* **Work order**: The line that contains "width:28px; height:28px; translate:-50%" marks the end: retype the data below exactly from its first line through that line.

* **Source data**:
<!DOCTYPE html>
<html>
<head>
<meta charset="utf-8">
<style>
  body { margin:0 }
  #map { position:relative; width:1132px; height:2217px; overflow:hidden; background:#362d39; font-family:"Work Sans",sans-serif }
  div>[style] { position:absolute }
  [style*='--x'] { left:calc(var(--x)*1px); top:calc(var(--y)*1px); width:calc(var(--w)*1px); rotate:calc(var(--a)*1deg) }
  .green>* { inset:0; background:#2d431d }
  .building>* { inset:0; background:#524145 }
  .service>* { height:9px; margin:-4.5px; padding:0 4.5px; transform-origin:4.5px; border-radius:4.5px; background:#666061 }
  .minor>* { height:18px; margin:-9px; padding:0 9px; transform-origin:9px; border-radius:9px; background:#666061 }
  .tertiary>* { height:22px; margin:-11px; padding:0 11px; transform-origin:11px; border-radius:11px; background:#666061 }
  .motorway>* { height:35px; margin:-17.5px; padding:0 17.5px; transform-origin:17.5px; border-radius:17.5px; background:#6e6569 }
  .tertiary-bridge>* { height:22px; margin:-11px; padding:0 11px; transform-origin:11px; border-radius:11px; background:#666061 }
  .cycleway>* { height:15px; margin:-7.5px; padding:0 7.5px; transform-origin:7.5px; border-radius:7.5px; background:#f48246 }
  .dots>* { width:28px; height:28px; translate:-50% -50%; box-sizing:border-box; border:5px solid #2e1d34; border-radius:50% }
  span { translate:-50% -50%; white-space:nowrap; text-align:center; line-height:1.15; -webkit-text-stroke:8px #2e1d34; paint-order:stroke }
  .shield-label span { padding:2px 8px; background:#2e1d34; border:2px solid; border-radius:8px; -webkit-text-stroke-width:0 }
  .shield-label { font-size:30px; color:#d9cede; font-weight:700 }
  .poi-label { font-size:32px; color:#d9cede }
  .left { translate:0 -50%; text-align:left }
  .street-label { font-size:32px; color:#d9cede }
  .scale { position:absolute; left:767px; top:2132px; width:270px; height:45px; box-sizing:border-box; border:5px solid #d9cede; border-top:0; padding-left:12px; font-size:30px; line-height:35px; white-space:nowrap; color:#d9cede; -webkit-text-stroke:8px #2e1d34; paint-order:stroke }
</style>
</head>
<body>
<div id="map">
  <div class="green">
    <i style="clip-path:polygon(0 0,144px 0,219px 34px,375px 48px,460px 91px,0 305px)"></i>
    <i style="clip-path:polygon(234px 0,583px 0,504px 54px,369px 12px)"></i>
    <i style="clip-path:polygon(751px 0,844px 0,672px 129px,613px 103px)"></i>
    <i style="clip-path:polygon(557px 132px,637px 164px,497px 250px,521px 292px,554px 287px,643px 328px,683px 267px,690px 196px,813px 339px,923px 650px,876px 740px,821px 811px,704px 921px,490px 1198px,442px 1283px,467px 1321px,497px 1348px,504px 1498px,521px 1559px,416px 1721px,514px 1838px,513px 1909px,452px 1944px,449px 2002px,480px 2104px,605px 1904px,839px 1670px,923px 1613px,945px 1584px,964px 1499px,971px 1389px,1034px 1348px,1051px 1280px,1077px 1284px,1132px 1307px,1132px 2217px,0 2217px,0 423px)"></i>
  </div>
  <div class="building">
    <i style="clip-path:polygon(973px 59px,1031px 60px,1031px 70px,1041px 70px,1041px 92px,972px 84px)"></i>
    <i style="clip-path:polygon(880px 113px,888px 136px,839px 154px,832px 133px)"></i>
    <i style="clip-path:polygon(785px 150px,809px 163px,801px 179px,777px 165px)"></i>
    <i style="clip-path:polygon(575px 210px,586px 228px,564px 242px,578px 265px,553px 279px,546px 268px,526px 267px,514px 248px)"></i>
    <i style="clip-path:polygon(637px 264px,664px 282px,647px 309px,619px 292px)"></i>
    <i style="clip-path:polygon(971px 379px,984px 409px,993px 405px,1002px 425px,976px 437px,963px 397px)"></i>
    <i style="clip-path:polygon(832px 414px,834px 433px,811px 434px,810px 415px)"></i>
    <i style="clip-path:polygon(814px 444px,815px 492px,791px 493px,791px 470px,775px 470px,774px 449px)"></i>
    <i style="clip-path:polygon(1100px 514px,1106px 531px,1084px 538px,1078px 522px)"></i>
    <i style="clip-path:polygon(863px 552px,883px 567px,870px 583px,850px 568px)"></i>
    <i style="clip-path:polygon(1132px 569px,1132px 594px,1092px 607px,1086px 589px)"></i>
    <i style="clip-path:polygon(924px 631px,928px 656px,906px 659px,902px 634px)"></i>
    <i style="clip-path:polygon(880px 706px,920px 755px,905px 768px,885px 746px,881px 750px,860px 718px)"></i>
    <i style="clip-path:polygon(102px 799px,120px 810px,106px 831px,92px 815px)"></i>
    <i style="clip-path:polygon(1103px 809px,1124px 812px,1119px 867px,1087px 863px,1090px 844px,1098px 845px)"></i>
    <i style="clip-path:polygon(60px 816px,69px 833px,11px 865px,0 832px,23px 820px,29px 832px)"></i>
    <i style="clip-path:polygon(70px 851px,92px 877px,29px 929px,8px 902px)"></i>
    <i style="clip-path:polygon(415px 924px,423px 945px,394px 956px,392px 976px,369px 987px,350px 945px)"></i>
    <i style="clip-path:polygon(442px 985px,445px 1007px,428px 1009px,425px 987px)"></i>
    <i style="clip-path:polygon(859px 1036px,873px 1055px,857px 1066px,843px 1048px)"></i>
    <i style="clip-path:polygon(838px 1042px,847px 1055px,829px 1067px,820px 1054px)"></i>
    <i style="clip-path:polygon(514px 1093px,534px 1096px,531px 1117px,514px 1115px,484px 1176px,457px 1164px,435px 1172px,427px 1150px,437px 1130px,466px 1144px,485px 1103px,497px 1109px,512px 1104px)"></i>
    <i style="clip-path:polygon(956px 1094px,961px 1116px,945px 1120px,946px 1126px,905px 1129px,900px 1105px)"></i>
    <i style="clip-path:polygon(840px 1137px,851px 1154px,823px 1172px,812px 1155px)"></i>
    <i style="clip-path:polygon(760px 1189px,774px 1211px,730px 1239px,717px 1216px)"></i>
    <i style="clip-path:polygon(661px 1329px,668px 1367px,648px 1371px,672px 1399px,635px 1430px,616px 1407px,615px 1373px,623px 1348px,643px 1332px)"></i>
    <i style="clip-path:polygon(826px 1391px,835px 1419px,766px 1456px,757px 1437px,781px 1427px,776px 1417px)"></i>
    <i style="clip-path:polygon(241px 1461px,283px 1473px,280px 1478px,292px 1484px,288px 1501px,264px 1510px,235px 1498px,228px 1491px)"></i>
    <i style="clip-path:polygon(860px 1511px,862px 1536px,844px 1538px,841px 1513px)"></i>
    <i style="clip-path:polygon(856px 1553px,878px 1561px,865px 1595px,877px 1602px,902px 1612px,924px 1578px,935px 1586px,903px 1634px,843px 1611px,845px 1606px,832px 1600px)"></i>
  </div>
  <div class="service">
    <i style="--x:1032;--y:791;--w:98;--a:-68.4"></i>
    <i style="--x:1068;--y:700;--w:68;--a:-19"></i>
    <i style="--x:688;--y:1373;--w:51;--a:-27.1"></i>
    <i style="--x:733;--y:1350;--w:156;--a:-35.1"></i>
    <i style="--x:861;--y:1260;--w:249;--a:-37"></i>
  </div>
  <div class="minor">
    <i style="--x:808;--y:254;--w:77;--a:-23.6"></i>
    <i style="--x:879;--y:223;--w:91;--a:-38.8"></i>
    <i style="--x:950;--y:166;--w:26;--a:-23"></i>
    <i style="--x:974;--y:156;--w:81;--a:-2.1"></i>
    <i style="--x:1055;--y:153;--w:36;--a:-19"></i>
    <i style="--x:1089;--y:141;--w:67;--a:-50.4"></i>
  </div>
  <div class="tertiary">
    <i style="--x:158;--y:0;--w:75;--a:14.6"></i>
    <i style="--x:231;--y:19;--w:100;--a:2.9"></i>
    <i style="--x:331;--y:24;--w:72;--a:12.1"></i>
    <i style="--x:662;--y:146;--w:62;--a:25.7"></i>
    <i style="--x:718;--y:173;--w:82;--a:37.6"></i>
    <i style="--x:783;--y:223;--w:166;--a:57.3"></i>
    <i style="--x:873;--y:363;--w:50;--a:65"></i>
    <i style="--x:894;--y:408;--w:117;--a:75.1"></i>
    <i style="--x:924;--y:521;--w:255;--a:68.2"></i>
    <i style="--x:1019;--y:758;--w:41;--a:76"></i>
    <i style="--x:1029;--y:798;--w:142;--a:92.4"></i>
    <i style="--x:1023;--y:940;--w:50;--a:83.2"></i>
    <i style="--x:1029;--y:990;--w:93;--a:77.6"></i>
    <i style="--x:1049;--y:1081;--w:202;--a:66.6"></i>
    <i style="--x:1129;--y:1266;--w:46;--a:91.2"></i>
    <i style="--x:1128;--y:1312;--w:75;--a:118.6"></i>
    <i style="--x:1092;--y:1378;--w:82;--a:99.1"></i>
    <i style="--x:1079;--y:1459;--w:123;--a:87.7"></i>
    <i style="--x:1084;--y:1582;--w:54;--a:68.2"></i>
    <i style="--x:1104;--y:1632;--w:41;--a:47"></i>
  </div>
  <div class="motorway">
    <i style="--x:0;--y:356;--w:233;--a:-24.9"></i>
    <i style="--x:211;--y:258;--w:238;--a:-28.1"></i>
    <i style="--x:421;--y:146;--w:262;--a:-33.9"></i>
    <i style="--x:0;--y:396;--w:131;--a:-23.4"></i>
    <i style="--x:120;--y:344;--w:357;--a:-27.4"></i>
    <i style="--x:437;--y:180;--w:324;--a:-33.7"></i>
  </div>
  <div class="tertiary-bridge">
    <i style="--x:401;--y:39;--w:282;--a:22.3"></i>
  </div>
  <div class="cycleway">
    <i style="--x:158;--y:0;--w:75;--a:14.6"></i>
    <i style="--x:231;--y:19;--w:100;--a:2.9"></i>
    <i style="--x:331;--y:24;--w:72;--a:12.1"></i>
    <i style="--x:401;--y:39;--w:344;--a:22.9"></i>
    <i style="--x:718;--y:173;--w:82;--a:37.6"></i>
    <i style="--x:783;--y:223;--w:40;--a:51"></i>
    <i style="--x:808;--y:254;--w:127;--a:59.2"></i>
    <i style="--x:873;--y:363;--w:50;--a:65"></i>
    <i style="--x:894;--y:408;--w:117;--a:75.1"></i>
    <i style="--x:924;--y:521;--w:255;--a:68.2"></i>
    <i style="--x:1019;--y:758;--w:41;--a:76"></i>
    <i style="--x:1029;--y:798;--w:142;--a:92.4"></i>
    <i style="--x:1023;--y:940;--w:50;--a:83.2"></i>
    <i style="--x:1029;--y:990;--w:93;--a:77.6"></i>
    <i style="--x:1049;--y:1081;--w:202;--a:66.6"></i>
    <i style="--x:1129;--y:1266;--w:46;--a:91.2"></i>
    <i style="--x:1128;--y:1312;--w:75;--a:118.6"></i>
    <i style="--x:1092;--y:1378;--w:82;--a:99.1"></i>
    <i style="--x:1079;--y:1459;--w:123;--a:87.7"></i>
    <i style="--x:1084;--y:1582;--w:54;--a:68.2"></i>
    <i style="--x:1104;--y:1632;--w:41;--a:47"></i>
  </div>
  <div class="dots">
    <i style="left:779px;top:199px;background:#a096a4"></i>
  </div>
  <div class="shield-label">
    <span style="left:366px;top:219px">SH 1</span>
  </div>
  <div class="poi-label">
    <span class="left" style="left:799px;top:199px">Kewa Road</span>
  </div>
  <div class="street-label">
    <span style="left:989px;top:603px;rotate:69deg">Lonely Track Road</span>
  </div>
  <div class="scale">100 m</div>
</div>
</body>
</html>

* **Finished task**:
<!DOCTYPE html>
<html>
<head>
<meta charset="utf-8">
<style>
  body { margin:0 }
  #map { position:relative; width:1132px; height:2217px; overflow:hidden; background:#362d39; font-family:"Work Sans",sans-serif }
  div>[style] { position:absolute }
  [style*='--x'] { left:calc(var(--x)*1px); top:calc(var(--y)*1px); width:calc(var(--w)*1px); rotate:calc(var(--a)*1deg) }
  .green>* { inset:0; background:#2d431d }
  .building>* { inset:0; background:#524145 }
  .service>* { height:9px; margin:-4.5px; padding:0 4.5px; transform-origin:4.5px; border-radius:4.5px; background:#666061 }
  .minor>* { height:18px; margin:-9px; padding:0 9px; transform-origin:9px; border-radius:9px; background:#666061 }
  .tertiary>* { height:22px; margin:-11px; padding:0 11px; transform-origin:11px; border-radius:11px; background:#666061 }
  .motorway>* { height:35px; margin:-17.5px; padding:0 17.5px; transform-origin:17.5px; border-radius:17.5px; background:#6e6569 }
  .tertiary-bridge>* { height:22px; margin:-11px; padding:0 11px; transform-origin:11px; border-radius:11px; background:#666061 }
  .cycleway>* { height:15px; margin:-7.5px; padding:0 7.5px; transform-origin:7.5px; border-radius:7.5px; background:#f48246 }
  .dots>* { width:28px; height:28px; translate:-50% -50%; box-sizing:border-box; border:5px solid #2e1d34; border-radius:50% }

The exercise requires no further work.